# Use of Garlic Juice



## SmithFamilyLoft (Nov 22, 2004)

I have used garlic juice for some time because of the supposed health effects. I have come to question every thing I do, and try to have some sort of science behind what I do or don't do. Who has used garlic for a good period of time, and what effects do you think it really has ? One of the supposed reasons for it's use, is to prevent worms, but I really have no ideal if this is effective or not. I have never had the stool samples checked, but I don't think my birds have ever had them. Then again I do preform a worming period once a year, so maybe that is the reason.

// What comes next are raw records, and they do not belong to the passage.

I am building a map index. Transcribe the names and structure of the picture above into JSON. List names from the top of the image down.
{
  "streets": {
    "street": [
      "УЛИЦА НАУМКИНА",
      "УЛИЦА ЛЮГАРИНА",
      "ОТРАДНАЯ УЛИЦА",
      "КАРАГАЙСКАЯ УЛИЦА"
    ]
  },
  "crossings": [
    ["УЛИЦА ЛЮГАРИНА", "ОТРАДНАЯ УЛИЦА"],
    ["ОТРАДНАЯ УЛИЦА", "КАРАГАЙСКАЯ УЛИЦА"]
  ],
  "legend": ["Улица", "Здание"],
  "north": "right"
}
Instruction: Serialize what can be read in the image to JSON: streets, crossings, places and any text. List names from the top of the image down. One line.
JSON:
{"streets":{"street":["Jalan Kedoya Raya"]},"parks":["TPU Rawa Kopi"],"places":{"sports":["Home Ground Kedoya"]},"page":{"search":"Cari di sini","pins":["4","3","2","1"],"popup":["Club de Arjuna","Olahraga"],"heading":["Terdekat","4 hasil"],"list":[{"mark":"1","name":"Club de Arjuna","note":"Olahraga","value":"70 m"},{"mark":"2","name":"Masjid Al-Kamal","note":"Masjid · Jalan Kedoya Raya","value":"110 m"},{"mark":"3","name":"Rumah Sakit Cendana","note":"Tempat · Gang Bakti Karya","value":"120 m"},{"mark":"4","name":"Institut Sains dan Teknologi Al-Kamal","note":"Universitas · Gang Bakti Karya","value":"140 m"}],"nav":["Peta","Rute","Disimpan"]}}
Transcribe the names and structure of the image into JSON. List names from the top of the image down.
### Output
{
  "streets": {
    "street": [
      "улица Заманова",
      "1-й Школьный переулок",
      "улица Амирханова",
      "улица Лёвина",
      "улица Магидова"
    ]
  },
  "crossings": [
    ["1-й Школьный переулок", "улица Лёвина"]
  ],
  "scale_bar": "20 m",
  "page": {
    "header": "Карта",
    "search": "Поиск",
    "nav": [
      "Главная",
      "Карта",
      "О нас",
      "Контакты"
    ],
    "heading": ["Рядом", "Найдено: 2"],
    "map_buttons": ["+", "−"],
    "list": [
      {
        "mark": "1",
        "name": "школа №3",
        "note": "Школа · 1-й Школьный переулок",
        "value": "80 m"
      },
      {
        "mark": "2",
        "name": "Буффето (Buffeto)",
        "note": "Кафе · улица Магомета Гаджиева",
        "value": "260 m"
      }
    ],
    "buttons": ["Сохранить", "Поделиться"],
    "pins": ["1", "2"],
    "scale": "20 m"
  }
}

I also here of terms such as "Purifies the blood" how did it get contaminated ?


----------



## TerriB (Nov 16, 2003)

I use garlic oil with a probiotic powder on their feed every weekend. The only sure effect is that I feel like having Italian or Greek food for dinner!


----------



## Pigeonpal2002 (Jul 27, 2002)

Hi Warren, 

Garlic has been used for centuries by many peoples of the world to prevent disease and promote good health. The same is true for our pigeons and garlic. Garlic is supposed to be a natural anti-parasitic substance. I don't know if it would get rid of a heavy worm infestation or not, but I think it could sure help to stop worms or parasites from setting up shop. Garlic is supposed to also whiten the ceres on pigeons, this I'm not sure why other than it's just a sign of good health in general. The blood can get contaminated by bacteria entering the intestinal walls of a bird/human that has a bad enough infection so I think this is why people claim that it purifies the blood by fighting parasites and bacteria throughout the whole body. I have no scientific proof to give but many of the "old pigeon folks" have touted it's benefits for years along with apple cider vinegar so there must be some truth to it's usefullness


----------



## birdy (Mar 18, 2004)

Hi Warren,

I like you question things that I add to the pigeon's diet. I've used garlic - I like it fresh squeezed into the water - for a couple of years now and have noticed a difference in my bird's health. I don't know about preventing worms maybe it does but I treat with a wormer just in case. I always wanted to get good with a microscope as I think that's the best way for worms and trich.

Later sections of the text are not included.